##### TASK DATA #####
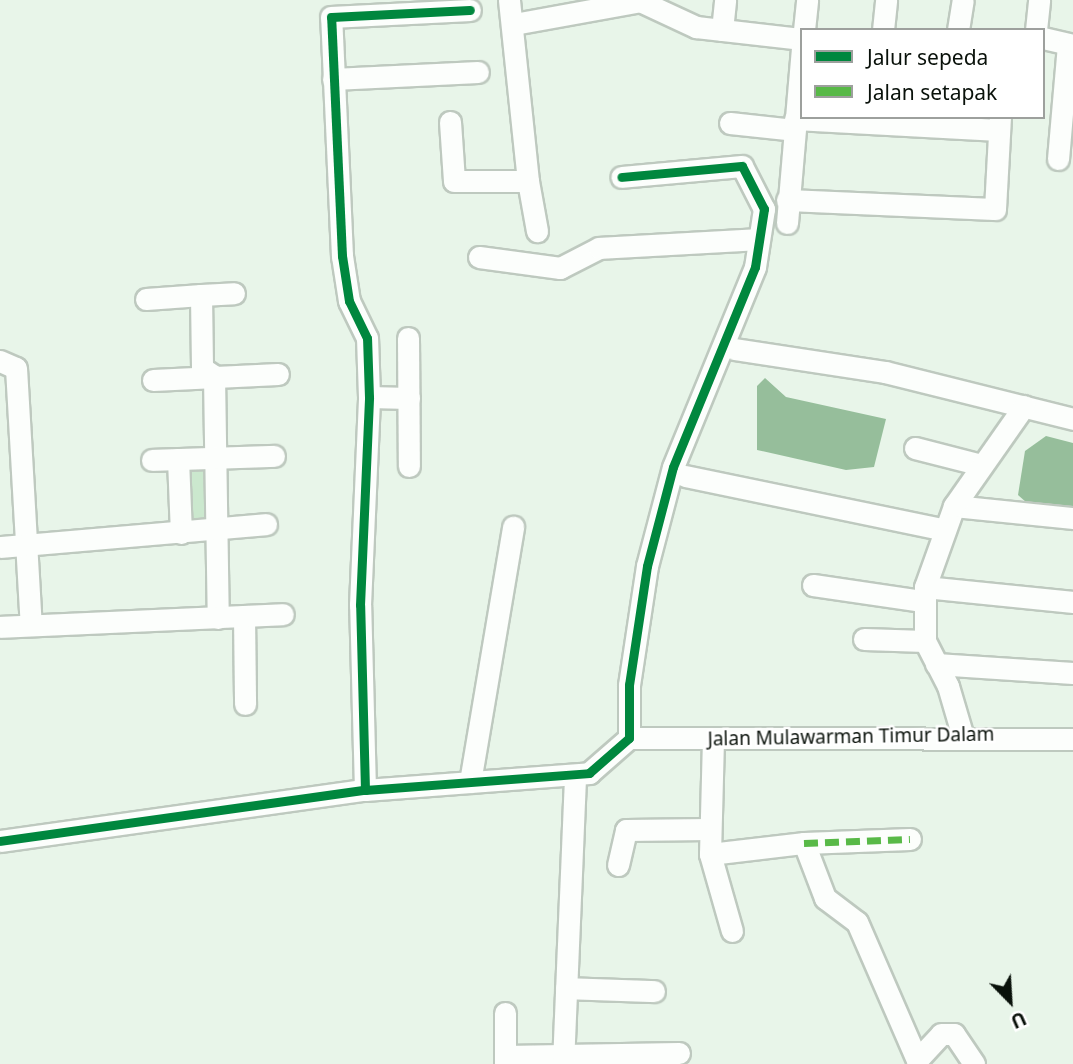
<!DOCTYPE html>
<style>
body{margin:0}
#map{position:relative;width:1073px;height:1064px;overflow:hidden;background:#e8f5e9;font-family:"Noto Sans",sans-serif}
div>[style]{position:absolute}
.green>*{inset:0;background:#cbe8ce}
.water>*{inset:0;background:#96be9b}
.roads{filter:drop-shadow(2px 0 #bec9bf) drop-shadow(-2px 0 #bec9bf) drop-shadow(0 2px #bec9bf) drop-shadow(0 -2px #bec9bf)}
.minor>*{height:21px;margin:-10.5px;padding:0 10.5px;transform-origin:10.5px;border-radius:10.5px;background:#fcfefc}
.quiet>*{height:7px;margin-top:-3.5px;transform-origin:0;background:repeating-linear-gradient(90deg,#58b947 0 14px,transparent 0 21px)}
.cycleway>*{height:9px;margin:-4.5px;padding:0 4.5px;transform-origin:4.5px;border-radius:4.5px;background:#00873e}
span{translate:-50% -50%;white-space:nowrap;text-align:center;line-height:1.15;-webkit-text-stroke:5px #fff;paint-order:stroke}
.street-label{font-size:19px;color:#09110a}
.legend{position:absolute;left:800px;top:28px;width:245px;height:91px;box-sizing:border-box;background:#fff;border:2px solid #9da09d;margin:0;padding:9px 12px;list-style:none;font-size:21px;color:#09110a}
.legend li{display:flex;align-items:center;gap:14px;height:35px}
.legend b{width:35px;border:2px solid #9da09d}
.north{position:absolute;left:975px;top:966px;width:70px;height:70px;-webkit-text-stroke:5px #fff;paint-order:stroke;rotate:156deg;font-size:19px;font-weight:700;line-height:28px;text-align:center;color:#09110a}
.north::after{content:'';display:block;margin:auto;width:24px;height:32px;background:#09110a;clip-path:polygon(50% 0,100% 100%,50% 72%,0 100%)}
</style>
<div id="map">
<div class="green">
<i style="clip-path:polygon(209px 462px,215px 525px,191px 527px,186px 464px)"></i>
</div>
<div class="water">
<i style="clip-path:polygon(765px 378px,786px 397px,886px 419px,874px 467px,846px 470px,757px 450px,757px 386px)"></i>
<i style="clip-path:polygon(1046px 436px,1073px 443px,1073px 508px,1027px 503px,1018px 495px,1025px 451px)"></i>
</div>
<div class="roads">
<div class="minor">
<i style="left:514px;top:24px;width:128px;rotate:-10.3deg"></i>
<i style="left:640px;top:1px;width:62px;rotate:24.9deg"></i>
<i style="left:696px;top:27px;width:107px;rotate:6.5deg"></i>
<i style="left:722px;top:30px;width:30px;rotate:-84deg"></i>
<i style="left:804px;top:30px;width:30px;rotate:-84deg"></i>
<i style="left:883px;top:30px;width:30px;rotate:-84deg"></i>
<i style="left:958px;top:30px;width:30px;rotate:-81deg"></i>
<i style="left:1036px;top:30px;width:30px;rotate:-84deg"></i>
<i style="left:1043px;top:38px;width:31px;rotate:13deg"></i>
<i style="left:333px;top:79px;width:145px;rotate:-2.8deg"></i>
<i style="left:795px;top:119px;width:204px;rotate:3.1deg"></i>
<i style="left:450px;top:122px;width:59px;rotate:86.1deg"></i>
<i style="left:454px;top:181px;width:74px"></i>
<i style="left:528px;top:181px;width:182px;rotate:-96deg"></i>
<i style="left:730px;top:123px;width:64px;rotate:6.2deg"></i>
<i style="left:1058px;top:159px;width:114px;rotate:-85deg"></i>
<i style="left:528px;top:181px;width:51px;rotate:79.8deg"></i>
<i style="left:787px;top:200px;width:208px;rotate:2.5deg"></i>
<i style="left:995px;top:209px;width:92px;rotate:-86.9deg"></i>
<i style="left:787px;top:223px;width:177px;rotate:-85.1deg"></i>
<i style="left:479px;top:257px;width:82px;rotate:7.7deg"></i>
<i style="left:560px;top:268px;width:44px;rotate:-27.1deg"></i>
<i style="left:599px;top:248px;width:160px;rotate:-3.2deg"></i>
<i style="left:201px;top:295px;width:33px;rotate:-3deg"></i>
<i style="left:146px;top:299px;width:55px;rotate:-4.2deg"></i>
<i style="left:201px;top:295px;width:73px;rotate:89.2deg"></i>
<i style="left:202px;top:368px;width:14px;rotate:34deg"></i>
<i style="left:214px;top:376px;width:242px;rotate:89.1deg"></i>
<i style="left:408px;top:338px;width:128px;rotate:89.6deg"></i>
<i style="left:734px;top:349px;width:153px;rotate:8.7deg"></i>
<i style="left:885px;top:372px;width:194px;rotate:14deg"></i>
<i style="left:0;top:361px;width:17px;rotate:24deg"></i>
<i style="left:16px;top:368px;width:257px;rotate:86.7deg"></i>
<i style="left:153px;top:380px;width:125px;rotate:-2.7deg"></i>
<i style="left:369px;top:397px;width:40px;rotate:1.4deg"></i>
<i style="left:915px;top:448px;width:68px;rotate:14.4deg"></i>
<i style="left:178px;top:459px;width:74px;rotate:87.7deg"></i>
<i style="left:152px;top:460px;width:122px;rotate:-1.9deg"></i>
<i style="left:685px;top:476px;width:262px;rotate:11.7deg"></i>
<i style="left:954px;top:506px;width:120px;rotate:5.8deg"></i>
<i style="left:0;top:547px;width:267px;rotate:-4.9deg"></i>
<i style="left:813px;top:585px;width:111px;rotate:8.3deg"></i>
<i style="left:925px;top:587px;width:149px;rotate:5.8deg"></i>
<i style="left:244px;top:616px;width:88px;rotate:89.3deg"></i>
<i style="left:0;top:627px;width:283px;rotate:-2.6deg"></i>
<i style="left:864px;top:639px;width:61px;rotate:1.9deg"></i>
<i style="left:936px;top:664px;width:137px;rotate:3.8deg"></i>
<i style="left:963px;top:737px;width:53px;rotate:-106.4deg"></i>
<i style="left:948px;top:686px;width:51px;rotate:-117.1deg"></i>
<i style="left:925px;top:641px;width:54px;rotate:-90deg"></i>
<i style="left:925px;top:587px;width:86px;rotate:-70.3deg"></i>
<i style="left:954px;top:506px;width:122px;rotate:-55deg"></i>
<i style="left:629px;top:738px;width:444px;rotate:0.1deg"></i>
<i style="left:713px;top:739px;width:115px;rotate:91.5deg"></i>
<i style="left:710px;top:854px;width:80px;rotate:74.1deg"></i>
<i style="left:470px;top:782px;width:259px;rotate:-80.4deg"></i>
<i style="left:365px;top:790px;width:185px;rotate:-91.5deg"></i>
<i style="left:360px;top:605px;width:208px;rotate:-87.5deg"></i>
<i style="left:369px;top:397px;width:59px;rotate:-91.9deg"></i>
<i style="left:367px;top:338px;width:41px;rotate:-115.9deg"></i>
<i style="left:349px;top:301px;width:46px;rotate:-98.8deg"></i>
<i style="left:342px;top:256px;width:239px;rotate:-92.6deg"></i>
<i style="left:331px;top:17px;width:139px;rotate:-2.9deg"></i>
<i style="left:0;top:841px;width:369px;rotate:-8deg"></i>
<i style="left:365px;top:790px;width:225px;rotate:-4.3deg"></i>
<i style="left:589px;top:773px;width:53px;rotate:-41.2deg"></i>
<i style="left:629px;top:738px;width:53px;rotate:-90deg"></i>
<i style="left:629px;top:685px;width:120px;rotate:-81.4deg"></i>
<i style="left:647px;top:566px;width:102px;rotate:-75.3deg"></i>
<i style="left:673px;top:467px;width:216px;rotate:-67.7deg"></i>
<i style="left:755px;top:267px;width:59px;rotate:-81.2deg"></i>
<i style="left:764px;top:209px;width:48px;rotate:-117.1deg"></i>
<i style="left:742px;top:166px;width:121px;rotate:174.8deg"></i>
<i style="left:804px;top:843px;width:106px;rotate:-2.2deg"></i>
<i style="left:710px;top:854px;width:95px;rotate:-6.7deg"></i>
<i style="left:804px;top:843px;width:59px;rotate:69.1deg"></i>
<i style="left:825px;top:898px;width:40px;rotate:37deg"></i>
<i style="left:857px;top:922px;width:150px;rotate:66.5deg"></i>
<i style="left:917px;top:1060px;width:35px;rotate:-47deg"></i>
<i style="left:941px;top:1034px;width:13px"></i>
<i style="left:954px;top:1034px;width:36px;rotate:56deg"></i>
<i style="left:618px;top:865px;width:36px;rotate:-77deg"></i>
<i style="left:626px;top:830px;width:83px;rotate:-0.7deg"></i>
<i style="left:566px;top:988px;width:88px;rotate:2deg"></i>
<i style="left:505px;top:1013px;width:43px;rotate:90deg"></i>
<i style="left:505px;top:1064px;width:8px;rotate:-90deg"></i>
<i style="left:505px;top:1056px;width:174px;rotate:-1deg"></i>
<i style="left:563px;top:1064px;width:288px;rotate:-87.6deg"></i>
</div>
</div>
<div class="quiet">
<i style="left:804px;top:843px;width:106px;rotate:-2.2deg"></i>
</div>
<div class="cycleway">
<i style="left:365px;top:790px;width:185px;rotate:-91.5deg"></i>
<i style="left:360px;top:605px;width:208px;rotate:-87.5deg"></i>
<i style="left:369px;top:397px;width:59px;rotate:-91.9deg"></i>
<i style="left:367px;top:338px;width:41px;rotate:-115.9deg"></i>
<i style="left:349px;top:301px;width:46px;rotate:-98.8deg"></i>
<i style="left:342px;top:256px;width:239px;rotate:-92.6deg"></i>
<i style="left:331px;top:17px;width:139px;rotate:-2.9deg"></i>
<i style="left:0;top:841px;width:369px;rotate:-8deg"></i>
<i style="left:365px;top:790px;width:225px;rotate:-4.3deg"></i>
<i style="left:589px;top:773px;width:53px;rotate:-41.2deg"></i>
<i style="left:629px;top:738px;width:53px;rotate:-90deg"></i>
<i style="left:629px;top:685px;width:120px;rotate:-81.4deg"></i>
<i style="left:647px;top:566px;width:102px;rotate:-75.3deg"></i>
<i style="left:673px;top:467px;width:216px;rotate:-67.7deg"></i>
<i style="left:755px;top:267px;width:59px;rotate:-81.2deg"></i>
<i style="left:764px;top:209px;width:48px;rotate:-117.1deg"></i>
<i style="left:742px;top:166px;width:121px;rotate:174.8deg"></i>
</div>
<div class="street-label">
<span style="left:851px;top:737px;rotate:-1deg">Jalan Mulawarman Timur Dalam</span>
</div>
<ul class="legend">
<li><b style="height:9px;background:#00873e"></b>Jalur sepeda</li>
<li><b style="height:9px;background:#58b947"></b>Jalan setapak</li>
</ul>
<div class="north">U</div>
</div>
#####
Pictures are to be left out, and the lines from the beginning of the records through the line with "0 #bec9bf) drop-shadow(-2px" are to be printed exactly, with nothing added.

<!DOCTYPE html>
<style>
body{margin:0}
#map{position:relative;width:1073px;height:1064px;overflow:hidden;background:#e8f5e9;font-family:"Noto Sans",sans-serif}
div>[style]{position:absolute}
.green>*{inset:0;background:#cbe8ce}
.water>*{inset:0;background:#96be9b}
.roads{filter:drop-shadow(2px 0 #bec9bf) drop-shadow(-2px 0 #bec9bf) drop-shadow(0 2px #bec9bf) drop-shadow(0 -2px #bec9bf)}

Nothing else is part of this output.